Keempat, kriminalisasi terhadap setiap bentuk persetubuhan di luar ikatan perkawinan (zinah). Sebelumnya, dalam KUHP yang berlaku sekarang, kriminalisasi hanya untuk pihak yang berada dalam perkawinan, namun melalui ketentuan pasal zinah dalam RKUHP, kriminalisasi dapat dilakukan pada persetubuhan di luar perkawinan. Ketentuan tersebut merupakan delik aduan yang hanya dapat diproses atas aduan suami, istri, orang tua atau anak.

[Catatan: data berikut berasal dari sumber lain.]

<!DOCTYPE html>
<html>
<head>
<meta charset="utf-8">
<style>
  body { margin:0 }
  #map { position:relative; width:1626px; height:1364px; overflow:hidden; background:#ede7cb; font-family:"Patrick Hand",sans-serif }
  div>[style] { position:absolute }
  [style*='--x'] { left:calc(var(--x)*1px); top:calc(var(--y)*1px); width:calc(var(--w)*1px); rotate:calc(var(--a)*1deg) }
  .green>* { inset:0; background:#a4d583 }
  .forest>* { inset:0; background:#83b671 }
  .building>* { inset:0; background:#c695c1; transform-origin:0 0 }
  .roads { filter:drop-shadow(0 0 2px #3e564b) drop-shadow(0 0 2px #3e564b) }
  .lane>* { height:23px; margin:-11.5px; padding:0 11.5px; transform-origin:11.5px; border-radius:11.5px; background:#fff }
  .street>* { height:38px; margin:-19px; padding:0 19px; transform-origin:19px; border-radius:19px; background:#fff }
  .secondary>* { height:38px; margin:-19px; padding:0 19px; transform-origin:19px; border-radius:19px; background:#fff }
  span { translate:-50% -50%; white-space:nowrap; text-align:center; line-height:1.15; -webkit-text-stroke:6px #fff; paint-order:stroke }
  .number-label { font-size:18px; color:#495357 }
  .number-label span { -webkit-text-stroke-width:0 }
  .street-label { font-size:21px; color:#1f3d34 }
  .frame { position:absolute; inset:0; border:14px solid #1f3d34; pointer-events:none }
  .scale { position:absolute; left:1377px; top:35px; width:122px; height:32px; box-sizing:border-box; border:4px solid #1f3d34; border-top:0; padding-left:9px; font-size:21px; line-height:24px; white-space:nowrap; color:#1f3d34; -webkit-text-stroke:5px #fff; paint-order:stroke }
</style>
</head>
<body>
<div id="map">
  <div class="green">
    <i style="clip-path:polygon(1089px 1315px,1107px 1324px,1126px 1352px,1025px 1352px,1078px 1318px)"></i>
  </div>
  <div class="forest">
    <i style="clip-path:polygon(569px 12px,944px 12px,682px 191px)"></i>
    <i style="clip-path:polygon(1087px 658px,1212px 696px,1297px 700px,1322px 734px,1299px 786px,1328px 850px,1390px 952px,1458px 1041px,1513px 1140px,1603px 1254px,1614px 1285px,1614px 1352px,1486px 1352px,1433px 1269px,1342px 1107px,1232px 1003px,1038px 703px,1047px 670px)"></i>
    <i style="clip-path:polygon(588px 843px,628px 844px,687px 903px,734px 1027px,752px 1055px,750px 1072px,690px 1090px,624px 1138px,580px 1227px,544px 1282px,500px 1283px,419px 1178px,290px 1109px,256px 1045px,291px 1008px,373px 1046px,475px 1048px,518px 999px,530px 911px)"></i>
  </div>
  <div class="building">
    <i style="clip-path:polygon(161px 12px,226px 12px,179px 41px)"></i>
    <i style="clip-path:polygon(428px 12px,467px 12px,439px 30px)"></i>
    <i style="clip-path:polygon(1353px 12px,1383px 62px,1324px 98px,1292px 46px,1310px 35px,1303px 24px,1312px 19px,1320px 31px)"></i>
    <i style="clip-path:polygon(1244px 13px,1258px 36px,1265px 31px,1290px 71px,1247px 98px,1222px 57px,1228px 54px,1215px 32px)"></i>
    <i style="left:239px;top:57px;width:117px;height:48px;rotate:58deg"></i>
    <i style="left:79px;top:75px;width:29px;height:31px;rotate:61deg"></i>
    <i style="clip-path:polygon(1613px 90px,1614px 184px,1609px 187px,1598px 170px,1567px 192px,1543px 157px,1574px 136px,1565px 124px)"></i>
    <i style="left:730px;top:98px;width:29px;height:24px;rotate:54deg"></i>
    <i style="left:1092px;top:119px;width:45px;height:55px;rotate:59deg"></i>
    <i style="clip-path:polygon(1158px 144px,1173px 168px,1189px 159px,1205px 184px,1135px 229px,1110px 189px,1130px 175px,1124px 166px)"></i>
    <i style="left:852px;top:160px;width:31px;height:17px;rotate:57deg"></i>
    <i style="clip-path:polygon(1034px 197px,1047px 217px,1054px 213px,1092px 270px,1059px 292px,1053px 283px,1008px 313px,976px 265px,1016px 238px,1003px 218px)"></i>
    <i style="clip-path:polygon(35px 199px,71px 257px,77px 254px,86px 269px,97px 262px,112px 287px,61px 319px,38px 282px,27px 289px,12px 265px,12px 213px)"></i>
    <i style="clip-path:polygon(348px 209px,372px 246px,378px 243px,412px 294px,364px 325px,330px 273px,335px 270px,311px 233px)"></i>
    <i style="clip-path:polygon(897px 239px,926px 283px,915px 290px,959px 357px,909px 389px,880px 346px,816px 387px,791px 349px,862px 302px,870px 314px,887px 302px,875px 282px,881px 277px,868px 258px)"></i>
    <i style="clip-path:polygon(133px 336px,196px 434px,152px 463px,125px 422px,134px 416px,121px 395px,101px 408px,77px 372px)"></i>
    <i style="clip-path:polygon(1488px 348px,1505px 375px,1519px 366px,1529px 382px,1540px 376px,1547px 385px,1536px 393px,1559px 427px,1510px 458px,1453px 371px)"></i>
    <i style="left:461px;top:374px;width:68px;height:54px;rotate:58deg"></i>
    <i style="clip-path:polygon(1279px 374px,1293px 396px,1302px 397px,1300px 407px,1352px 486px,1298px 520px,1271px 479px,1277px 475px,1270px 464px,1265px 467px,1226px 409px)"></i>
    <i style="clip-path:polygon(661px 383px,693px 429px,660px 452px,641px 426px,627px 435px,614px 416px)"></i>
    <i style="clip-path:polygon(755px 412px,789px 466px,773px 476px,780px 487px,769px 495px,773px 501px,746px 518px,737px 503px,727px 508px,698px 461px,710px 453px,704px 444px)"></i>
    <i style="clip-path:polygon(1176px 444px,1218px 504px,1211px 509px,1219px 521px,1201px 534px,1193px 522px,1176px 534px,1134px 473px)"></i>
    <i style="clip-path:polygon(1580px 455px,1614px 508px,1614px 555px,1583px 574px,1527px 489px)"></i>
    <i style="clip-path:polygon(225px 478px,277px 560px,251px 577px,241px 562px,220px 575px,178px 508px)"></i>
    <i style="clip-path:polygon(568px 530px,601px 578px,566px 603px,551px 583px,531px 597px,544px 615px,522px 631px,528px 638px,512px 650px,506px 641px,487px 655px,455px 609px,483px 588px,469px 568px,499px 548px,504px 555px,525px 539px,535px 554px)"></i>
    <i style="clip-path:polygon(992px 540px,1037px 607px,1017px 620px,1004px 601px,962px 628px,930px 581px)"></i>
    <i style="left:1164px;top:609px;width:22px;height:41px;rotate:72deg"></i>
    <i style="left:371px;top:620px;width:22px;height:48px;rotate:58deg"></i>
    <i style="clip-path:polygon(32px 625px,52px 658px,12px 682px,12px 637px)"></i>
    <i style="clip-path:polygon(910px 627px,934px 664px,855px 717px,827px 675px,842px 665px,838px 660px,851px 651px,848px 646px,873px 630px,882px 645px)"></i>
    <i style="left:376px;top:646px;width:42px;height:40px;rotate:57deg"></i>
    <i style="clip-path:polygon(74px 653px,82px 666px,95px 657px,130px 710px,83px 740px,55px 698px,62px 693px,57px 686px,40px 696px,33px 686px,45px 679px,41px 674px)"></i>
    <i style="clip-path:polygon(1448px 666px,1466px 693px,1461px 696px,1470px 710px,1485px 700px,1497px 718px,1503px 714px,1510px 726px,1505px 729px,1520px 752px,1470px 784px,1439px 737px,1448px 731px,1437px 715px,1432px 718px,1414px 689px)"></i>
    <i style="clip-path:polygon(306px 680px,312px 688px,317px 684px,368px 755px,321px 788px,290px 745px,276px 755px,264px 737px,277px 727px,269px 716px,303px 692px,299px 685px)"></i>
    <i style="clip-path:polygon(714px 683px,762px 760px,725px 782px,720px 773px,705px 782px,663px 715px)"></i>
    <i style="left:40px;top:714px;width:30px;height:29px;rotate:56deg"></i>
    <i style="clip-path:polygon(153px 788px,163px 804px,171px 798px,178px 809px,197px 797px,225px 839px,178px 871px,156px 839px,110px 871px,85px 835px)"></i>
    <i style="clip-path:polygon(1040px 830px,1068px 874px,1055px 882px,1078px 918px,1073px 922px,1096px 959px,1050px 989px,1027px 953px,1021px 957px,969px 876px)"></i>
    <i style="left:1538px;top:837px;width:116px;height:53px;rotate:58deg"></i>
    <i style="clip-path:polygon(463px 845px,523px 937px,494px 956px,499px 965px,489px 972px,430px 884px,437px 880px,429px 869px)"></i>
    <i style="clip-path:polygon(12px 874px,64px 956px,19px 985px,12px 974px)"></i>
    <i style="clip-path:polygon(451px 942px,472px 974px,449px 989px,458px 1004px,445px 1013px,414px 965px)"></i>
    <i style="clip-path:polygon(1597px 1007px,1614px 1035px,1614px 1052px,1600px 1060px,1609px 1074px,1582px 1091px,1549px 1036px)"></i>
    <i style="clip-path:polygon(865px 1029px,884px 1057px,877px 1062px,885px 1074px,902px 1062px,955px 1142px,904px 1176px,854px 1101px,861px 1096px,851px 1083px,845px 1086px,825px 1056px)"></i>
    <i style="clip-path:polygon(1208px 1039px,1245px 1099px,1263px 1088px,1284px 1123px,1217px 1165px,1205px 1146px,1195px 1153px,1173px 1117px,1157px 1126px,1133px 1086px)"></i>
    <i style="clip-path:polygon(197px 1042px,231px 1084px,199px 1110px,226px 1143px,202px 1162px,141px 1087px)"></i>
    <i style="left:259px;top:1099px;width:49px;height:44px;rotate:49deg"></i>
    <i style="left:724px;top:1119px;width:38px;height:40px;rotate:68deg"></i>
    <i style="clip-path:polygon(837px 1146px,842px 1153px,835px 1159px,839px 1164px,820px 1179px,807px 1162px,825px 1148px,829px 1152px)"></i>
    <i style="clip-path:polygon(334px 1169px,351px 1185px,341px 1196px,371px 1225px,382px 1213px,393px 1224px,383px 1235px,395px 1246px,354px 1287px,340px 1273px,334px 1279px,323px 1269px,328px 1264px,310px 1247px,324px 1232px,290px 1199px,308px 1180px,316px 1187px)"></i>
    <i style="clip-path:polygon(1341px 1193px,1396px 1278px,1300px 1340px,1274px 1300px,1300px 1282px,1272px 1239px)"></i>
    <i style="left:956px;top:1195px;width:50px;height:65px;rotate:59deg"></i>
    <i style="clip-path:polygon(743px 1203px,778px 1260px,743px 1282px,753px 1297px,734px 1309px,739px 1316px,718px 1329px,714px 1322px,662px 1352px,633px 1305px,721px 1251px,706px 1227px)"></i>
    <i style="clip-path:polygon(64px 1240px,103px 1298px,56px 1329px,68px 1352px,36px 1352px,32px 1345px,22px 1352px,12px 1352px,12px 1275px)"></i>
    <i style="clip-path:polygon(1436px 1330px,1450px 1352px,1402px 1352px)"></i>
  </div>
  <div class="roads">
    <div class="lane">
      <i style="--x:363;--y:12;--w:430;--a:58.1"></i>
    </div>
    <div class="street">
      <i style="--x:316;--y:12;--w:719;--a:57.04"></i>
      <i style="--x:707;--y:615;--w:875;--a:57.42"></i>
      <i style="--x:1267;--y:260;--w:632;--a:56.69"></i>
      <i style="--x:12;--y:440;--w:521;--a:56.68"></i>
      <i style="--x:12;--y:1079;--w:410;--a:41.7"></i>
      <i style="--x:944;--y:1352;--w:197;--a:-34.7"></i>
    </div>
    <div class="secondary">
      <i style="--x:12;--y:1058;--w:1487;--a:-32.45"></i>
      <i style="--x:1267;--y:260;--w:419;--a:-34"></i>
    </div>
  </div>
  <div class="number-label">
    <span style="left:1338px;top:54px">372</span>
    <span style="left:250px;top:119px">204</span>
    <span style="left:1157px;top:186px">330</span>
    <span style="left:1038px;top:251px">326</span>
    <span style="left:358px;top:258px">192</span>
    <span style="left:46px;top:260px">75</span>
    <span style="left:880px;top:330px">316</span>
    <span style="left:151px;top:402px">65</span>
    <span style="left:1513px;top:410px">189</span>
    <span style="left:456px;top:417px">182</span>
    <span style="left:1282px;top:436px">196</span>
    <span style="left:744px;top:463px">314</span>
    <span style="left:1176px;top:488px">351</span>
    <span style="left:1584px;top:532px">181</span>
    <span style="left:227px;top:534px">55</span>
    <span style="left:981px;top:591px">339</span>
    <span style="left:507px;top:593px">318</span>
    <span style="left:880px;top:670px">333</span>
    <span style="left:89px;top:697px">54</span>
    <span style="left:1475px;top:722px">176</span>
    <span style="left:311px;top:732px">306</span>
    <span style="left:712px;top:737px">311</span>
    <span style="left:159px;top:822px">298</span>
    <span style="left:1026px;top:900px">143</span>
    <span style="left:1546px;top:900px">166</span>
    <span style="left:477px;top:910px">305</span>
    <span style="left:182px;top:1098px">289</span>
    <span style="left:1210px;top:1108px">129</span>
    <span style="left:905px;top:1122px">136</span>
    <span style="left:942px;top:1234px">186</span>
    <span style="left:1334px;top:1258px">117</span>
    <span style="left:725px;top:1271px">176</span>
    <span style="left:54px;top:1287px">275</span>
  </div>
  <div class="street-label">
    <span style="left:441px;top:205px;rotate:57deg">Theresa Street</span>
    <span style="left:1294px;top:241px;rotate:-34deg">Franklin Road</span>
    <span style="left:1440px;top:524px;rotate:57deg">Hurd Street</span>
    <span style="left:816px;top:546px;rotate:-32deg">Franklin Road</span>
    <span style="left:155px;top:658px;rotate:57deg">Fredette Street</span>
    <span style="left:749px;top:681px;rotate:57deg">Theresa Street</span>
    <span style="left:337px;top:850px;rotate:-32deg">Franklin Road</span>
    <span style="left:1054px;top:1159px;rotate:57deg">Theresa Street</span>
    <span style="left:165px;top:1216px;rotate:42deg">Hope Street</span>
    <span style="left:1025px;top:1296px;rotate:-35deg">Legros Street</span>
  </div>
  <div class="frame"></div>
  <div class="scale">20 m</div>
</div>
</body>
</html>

Namun delik aduan berdasarkan pengaduan orang tua ini malah di sisi lain akan dapat meningkatkan angka perkawinan anak. Sebab, dengan adanya ketentuan tersebut, perkawinan nantinya akan menjadi solusi setiap persetubuhan di luar nikah yang dilakukan oleh anak. Itu dilakukan untuk menghindari agar anak tidak dipidana. Selain itu, ketentuan pasal ini juga terlalu mencampuri ranah privat dan sosial masyarakat.

Bila negara menganggap bahwa perkawinan sah hanya karena telah tercatat melalui pencatatan sipil dan telah dilakukan sesuai dengan ketentuan agama saja maka pasangan yang hidup bersama menurut struktur adat dapat dikriminalisasi. "Dalam konteks di NTT banyak pasangan hidup bersama dan tidak dapat mencatatkan pernikahannya di Pencatatan Sipil karena beberapa kewajiban secara adat belum dipenuhi contohnya seperti mahar atau belis yang belum lunas. Karena itu menjadi tidak adil bila pasangan yang menjadi korban dari struktur adat dikriminalisasi.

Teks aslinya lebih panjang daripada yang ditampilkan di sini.